Between 1955 and 1985, he carried out eight missions in Asia, in countries where Buddhism had been practiced for 2,500 years.

He wrote numerous books, 307 articles and reviews between 1951 and 1994, some of which were published posthumously.

== Biography ==
André Bareau was born on 31 December 1921 in Saint-Mandé into a modest family. At the age of seventeen, in 1938, he was admitted to the École normale d'instituteurs de Paris (Teacher Training College).
In 1941, he began his career as a teacher in La Varenne-Saint-Hilaire (a district of Saint-Mandé). That same year, he began Postgraduate education at the Sorbonne University, which he completed in 1946

Then, while preparing a degree in philosophy at this institution, he discovered languages Sanskrit and Pāli. In 1947, he defended a mémoire under the supervision of Jean Filliozat, on the Pali Buddhist notion of "asaṅkhata" ("the unformed, the unconditioned "), and joined the French National Centre for Scientific Research (CNRS). He went on to study Chinese and Tibetan, and in 1951 defended his thesis entitled « L'Absolu en philosophie bouddhique. Évolution de la notion d'asaṃskṛta (The Absolute in Buddhist philosophy. Evolution of the notion of Asaṃskṛta). Doctor of Letters (Docteur ès lettres), he was professor at the Collège de France from 1971 to 1991 and director of studies in Buddhist philology at the École pratique des hautes études.

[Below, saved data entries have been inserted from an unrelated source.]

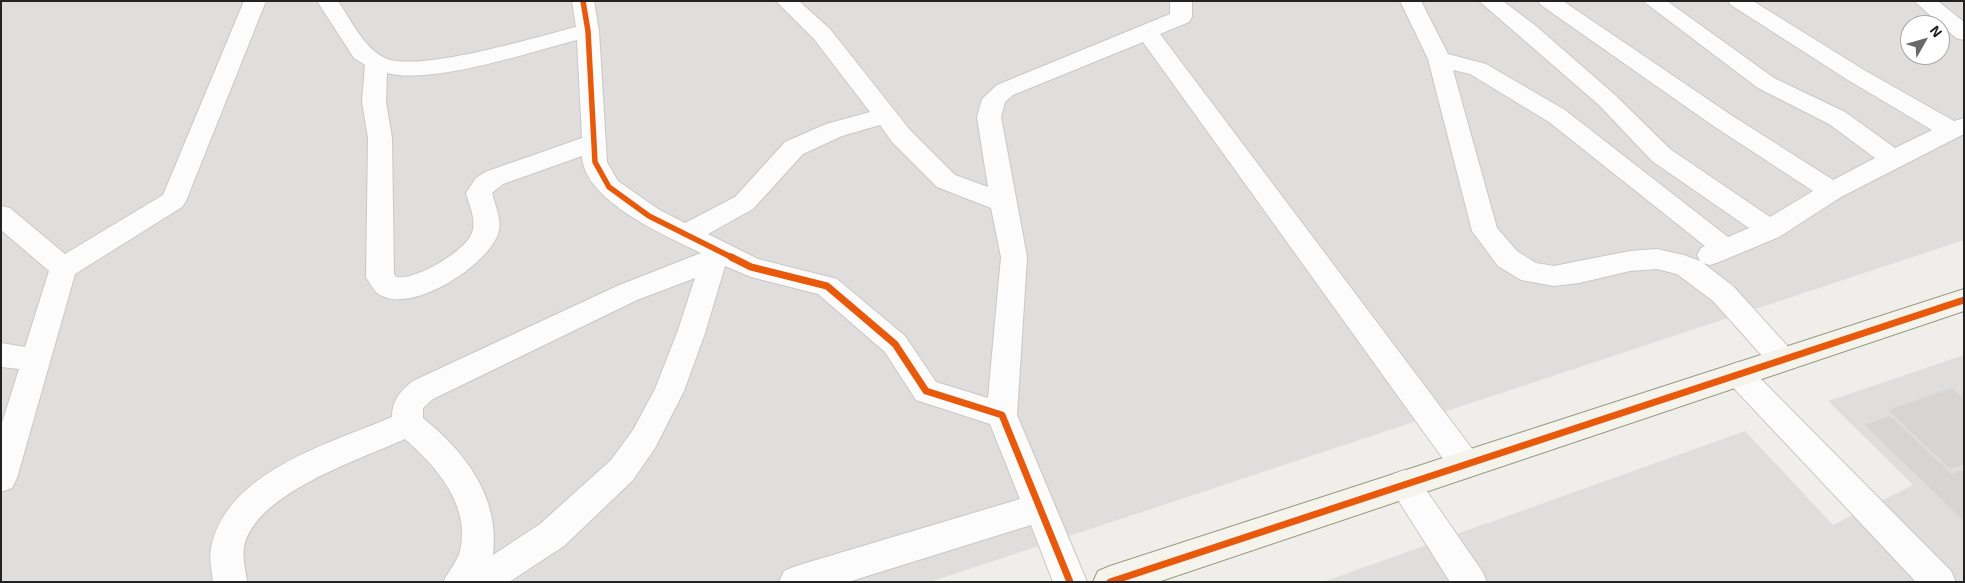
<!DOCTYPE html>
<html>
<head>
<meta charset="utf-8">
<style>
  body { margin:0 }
  #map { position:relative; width:1965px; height:583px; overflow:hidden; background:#f0eeeb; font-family:"Exo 2",sans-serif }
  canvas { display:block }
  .frame { position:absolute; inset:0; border:2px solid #222; pointer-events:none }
  .north { position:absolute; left:1900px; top:15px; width:50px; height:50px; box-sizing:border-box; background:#fff; border:1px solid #a7a7a7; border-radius:50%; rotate:52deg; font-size:14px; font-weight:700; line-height:20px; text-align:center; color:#222 }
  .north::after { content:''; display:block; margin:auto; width:18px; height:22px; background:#6a6968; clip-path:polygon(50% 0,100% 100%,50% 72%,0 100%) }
</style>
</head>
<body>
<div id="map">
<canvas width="1965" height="583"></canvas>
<div class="frame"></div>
<div class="north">N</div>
</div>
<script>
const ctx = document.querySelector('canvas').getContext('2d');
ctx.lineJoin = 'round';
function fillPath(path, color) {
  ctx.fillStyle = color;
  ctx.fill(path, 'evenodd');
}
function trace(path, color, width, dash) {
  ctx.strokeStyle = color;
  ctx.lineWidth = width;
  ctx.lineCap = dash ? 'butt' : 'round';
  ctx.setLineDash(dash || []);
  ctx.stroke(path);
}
fillPath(new Path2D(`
  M 1,1 L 1964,1 L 1964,240 L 930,582 L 1,582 ZM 1910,25 L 1940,25 L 1940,55 L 1910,55 Z
  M 1964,355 L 1964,582 L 1323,582 L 1745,431 L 1833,525 L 1913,485 L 1828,401 Z`), '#dfdedc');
fillPath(new Path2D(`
  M 1952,388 L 1964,399 L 1964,464 L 1950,469 L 1888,410 Z
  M 1890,416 L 1952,474 L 1961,470 L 1964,473 L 1964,521 L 1865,425 Z`), '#d7d4d2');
const street = new Path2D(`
  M 244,1 L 266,1 L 186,201 L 182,207 L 75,274 L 17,478 L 12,488 L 1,492 L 1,426 L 19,369 L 1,367 L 1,343 L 25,347 L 49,271 L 1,230 L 1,206 L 10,208 L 65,254 L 163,195 Z
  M 317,1 L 338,1 C 351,20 363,46 383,57 C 414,75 539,36 576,27 L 572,1 L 594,1 L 599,31 L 607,162 L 618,181 L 658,209 L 685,223 L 735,197 L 785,142 L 826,124 L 870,112 L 814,39 L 776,1 L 799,1 L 830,29 L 910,130 L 955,175 L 988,187 L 977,117 L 982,99 L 997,85 L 1170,14 L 1170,1 L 1192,1 L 1192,17 L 1189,22 L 1160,34 L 1476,454 L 1481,464 L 1476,474 L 1465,478 L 1454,474 L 1143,42 L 1013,95 L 1005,102 L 1001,117 L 1027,257 L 1017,415 L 1087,582 L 1053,582 L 1031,525 L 848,582 L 779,582 L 784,571 L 796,566 L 1020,499 L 990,424 L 916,400 L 885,352 L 818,294 L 751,277 L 725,266 L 705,333 L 684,391 L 655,448 L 633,480 L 564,546 L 509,582 L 443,582 C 448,572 457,562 460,551 C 471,506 437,467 405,439 C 359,460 255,493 244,547 C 242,558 246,571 247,582 L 213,582 C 212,571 209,558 211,548 C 227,471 329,444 392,417 C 392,401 400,391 413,381 L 617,286 L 701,253 C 666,236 584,201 582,156 L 503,184 L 492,193 C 495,206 503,221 498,234 C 487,266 409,317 377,293 C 373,289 369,282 366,277 L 368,138 L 362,102 L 365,65 L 354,58 ZM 577,40 L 582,138 L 485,172 L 476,178 L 466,193 C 469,205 478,222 471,235 C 463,252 415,281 396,277 L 394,274 L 392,138 L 386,102 L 387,73 C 431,85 531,52 577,40 ZM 880,125 L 892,142 L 937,187 L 991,208 L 1001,257 L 988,398 L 936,382 L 905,336 L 837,279 L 758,259 L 708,234 L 753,209 L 803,154 L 842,136 ZM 695,278 L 677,333 L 655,389 L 633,430 L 611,460 L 540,524 L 493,555 C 500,497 466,453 423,418 L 423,408 L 433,399 L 637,300 Z
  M 1400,1 L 1421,1 L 1448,54 L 1486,64 L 1565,110 L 1728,237 L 1749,228 L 1652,161 L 1599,105 L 1479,1 L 1503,1 L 1536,26 L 1615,95 L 1670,149 L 1770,217 L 1813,191 L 1712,125 L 1541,5 L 1538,1 L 1563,1 L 1728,113 L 1833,180 L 1875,158 L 1829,124 L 1758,88 L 1643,1 L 1667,1 L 1774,78 L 1845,112 L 1895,148 L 1932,130 L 1848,80 L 1731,5 L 1728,1 L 1753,1 L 1864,70 L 1954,121 L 1964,118 L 1964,134 L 1841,197 L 1779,237 L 1719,262 L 1710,265 L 1703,263 L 1733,286 L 1792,351 L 1796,359 L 1792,367 L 1782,371 L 1772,367 L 1713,301 L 1677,274 L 1657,269 L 1630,271 L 1579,283 L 1554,286 L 1521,280 L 1498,266 L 1472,231 L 1428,59 ZM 1453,70 L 1470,74 L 1549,122 L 1705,246 L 1701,248 L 1697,255 L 1700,261 L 1684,255 L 1657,249 L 1630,251 L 1554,266 L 1536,263 L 1517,251 L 1497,228 Z
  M 1914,1 L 1938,1 L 1964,22 L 1964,40 L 1956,38 Z
  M 1738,362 L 1748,366 L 1951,571 L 1956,582 L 1916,582 L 1728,382 L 1723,374 L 1728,366 Z
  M 1404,470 L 1415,474 L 1482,571 L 1487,582 L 1450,582 L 1388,484 L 1393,474 Z`);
const secondary = new Path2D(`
  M 1964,289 L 1964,311 L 1158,582 L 1093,582 L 1098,571 L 1110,566 Z`);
trace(street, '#c9c8c7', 2);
trace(secondary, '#999a82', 2);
fillPath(street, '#fdfcfc');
fillPath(secondary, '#f4f4ed');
trace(new Path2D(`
  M 583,1 L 588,31 L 595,162 L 609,187 L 649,216 L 733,258`), '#e8590c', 5.5);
trace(new Path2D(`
  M 731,257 L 751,267 L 827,286 L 895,344 L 926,391 L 1002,415 L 1070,582
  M 1110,582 L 1964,300`), '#e8590c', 7);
</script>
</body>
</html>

A few years before his death, he fell seriously ill. Deprived of speech, he never complained and continued his work as long as he could. He died on 2 March 1993.

At the end of a life dedicated to the study of Buddhism, his funeral was celebrated according to the rite of the Protestant church, under the aegis of a verse from the Gospel of Luke :
"Glory to God in the highest, and on earth peace, good will toward men"
In his posthumous tribute to Alain Bareau, his friend and colleague Gérard Fussman, professor at the Collège de France wrote on 15 January 1994:

His great qualities quickly won him academic recognition. [...] His writings include many popular texts : like most Orientalists, he felt it was his duty to give the public as accurate a picture as possible of the field he was studying;[...] he also knew that a text, however ancient, cannot be interpreted solely by the methods of philology. He had interviewed many Sinhalese monks visiting Paris, the venerable Walpola Rahula Thero in particular; he had visited Buddhist communities in Ceylon and Indochina, visited ancient sites and travelled the roads of India, sometimes in difficult conditions. Having travelled with him, I know that he was a man of the land, a tireless walker looking at his maps, scanning the landscape and capable, if need be, of sleeping on the ground on a half-empty stomach without thinking of complaining. […]Modest to excess. Mr Bareau shunned titles, honours and so-called positions of power: it was out of a sense of duty that he agreed to be a member of the CNRS National Committee for a time.

== Works ==
André Bareau's work was aimed at understanding the essential notions of Buddhism, for in his view, multiple interpretations, too often far removed from one another, had led to great divisions within the Buddhist community.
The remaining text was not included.